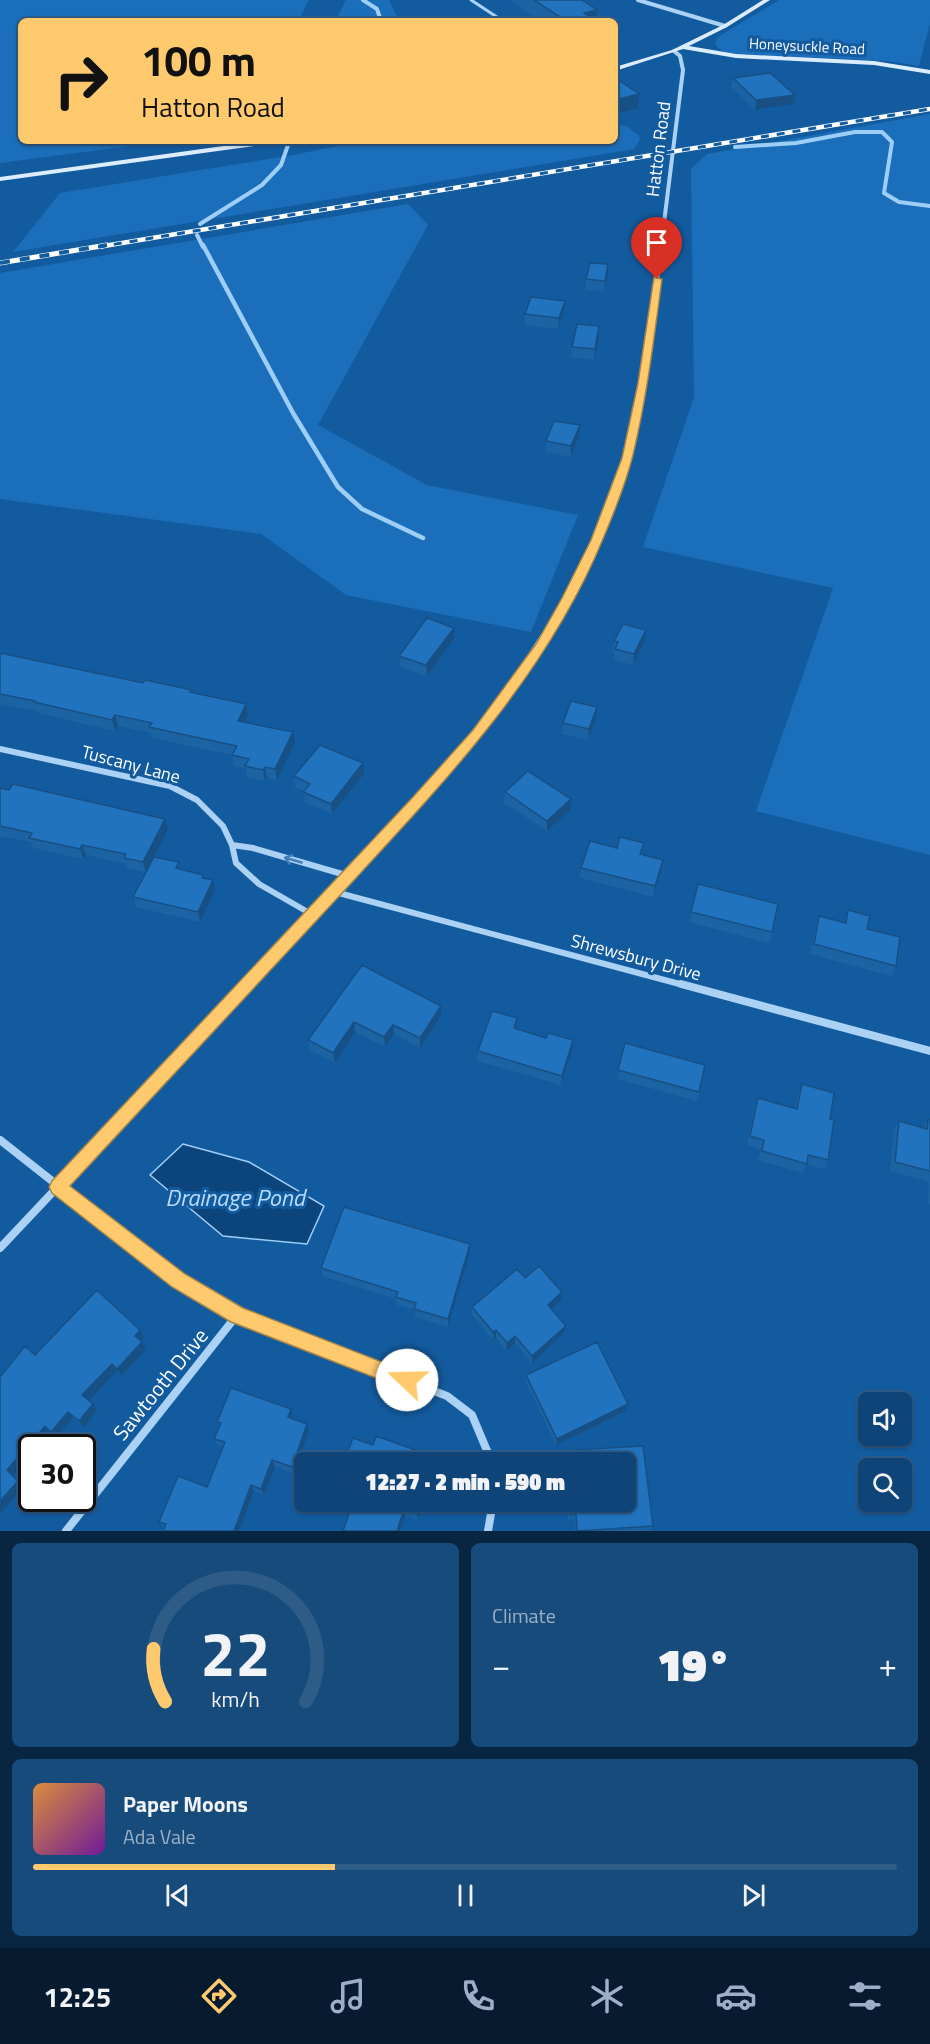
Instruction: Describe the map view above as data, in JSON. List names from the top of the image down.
{
  "streets": {
    "street": [
      "Honeysuckle Road",
      "Hatton Road",
      "Tuscany Lane",
      "Shrewsbury Drive",
      "Sawtooth Drive"
    ]
  },
  "crossings": [
    ["Hatton Road", "Tuscany Lane"],
    ["Hatton Road", "Shrewsbury Drive"]
  ],
  "water": ["Drainage Pond"],
  "page": {
    "turn": ["100 m", "Hatton Road"],
    "limit": "30",
    "trip": "12:27 · 2 min · 590 m",
    "tile": "Climate",
    "heat": ["−", "19°", "+"],
    "song": ["Paper Moons", "Ada Vale"],
    "tabs": "12:25",
    "gauge": ["22", "km/h"]
  }
}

..............................

(WORK INSTRUCTION) Except for the pictures, write the data out exactly.

(ANSWER TO THIS PROBLEM)
Instruction: Describe the map view above as data, in JSON. List names from the top of the image down.
{
  "streets": {
    "street": [
      "Honeysuckle Road",
      "Hatton Road",
      "Tuscany Lane",
      "Shrewsbury Drive",
      "Sawtooth Drive"
    ]
  },
  "crossings": [
    ["Hatton Road", "Tuscany Lane"],
    ["Hatton Road", "Shrewsbury Drive"]
  ],
  "water": ["Drainage Pond"],
  "page": {
    "turn": ["100 m", "Hatton Road"],
    "limit": "30",
    "trip": "12:27 · 2 min · 590 m",
    "tile": "Climate",
    "heat": ["−", "19°", "+"],
    "song": ["Paper Moons", "Ada Vale"],
    "tabs": "12:25",
    "gauge": ["22", "km/h"]
  }
}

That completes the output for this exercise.